CBT focuses on the way you think about yourself , the world and other people. Your behaviour or actions also affects your thoughts and feelings. This model shows how our thoughts (cognitions), behaviour, feelings (mood) are all inter related. How we interpret a situation has an impact on how we think, feel, behave and on our physical well being. An example that is often used to illustrate this is imagining that your neighbour passed by you on the street but did not acknowledge you. What would be your immediate response? You may think that they deliberately ignored you because they don't like you (cognitions) in which case this may then lead to feelings of being down, sad and rejected. Physically you may feel tired, low energy and sick. Your actions may change in that you may then try to avoid that neighbour in the future which in turn may reinforce ideas and thoughts that the neighbours dislikes me.
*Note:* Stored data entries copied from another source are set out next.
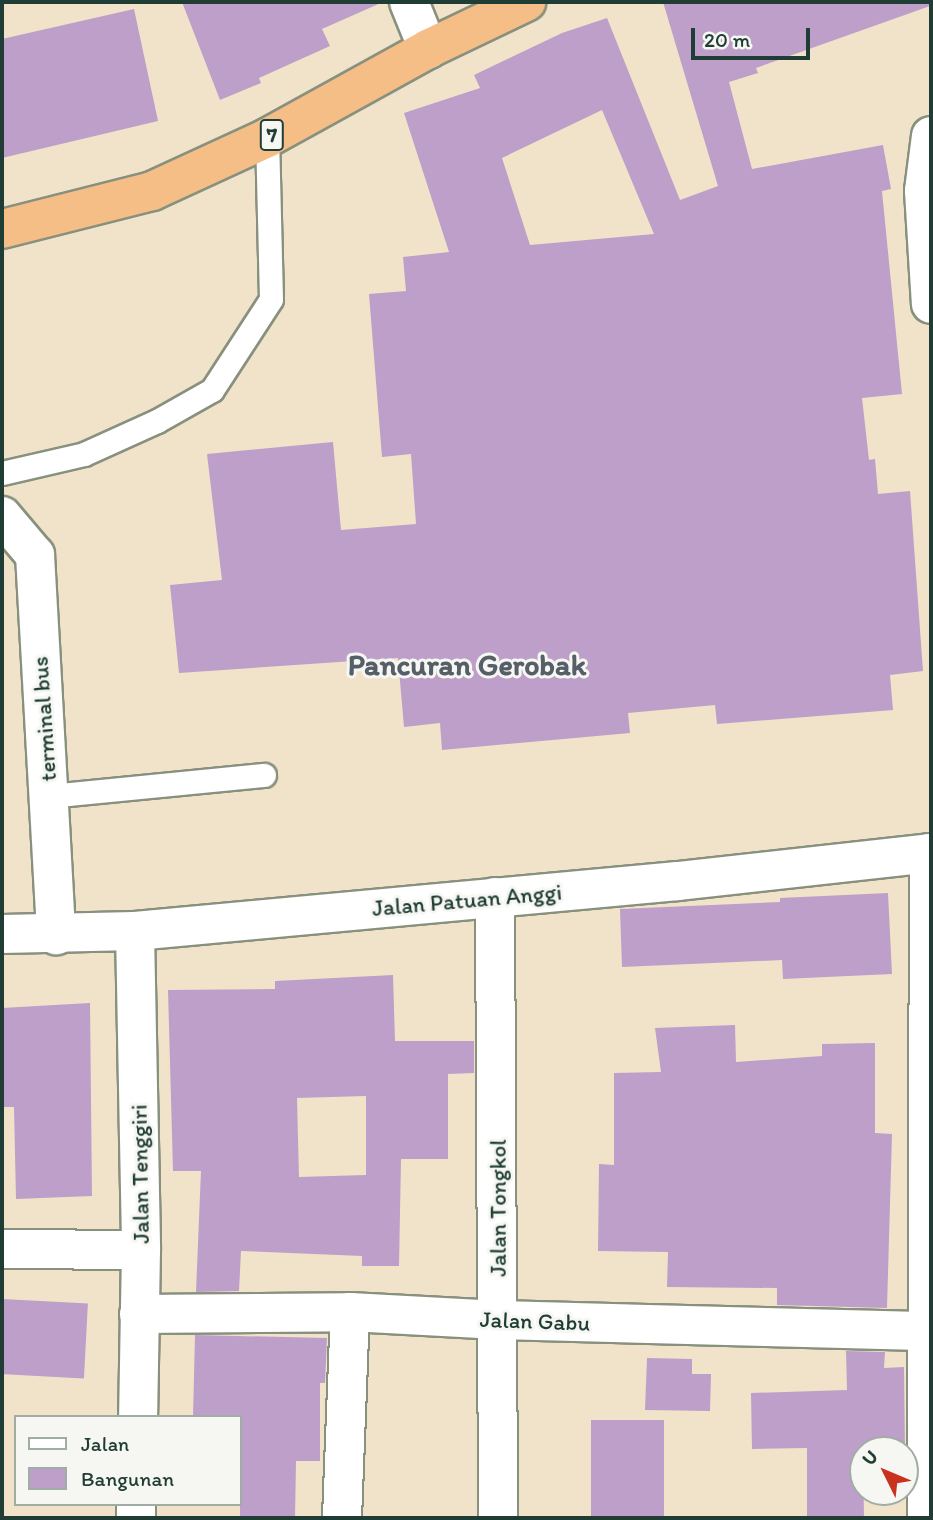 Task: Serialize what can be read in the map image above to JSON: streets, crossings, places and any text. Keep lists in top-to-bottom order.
{
  "streets": {
    "highway": ["7"],
    "street": [
      "terminal bus",
      "Jalan Patuan Anggi",
      "Jalan Tenggiri",
      "Jalan Tongkol",
      "Jalan Gabu"
    ]
  },
  "crossings": [
    ["terminal bus", "Jalan Patuan Anggi"],
    ["Jalan Patuan Anggi", "Jalan Tenggiri"],
    ["Jalan Patuan Anggi", "Jalan Tongkol"],
    ["Jalan Tenggiri", "Jalan Gabu"],
    ["Jalan Tongkol", "Jalan Gabu"]
  ],
  "districts": ["Pancuran Gerobak"],
  "legend": ["Jalan", "Bangunan"],
  "scale_bar": "20 m",
  "north": "top left"
}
If however, you interpreted this situation in a different way you might have quite a different experience. For example if you thought the neighbour hadn't seen you and looked preoccupied then you may not feel sad or upset but more concerned or curious about what was wrong with them. You may notice little by way of physical symptoms and may in the future behave in a way where you go out your way to try and speak to them and ask them how they are. This example shows how we think has a strong impact on the way we feel about ourselves and our situation. Our thinking can also be influenced by previous negative experiences or events in our life. Its important to recognise this and CBT can teach you to be aware of how certain negative patterns or cycles can maintain the problem and make you feel worse. It will teach you the skills to break out of these unhelpful cycles and assist you in developing more adaptive ways to manage situations that work more effectively for you. CBT however, is not a quick fix as a certain level of motivation is required and new skills need to be practiced. However, with the right amount of commitment to therapy then CBT can have a lasting positive impact on your life forever.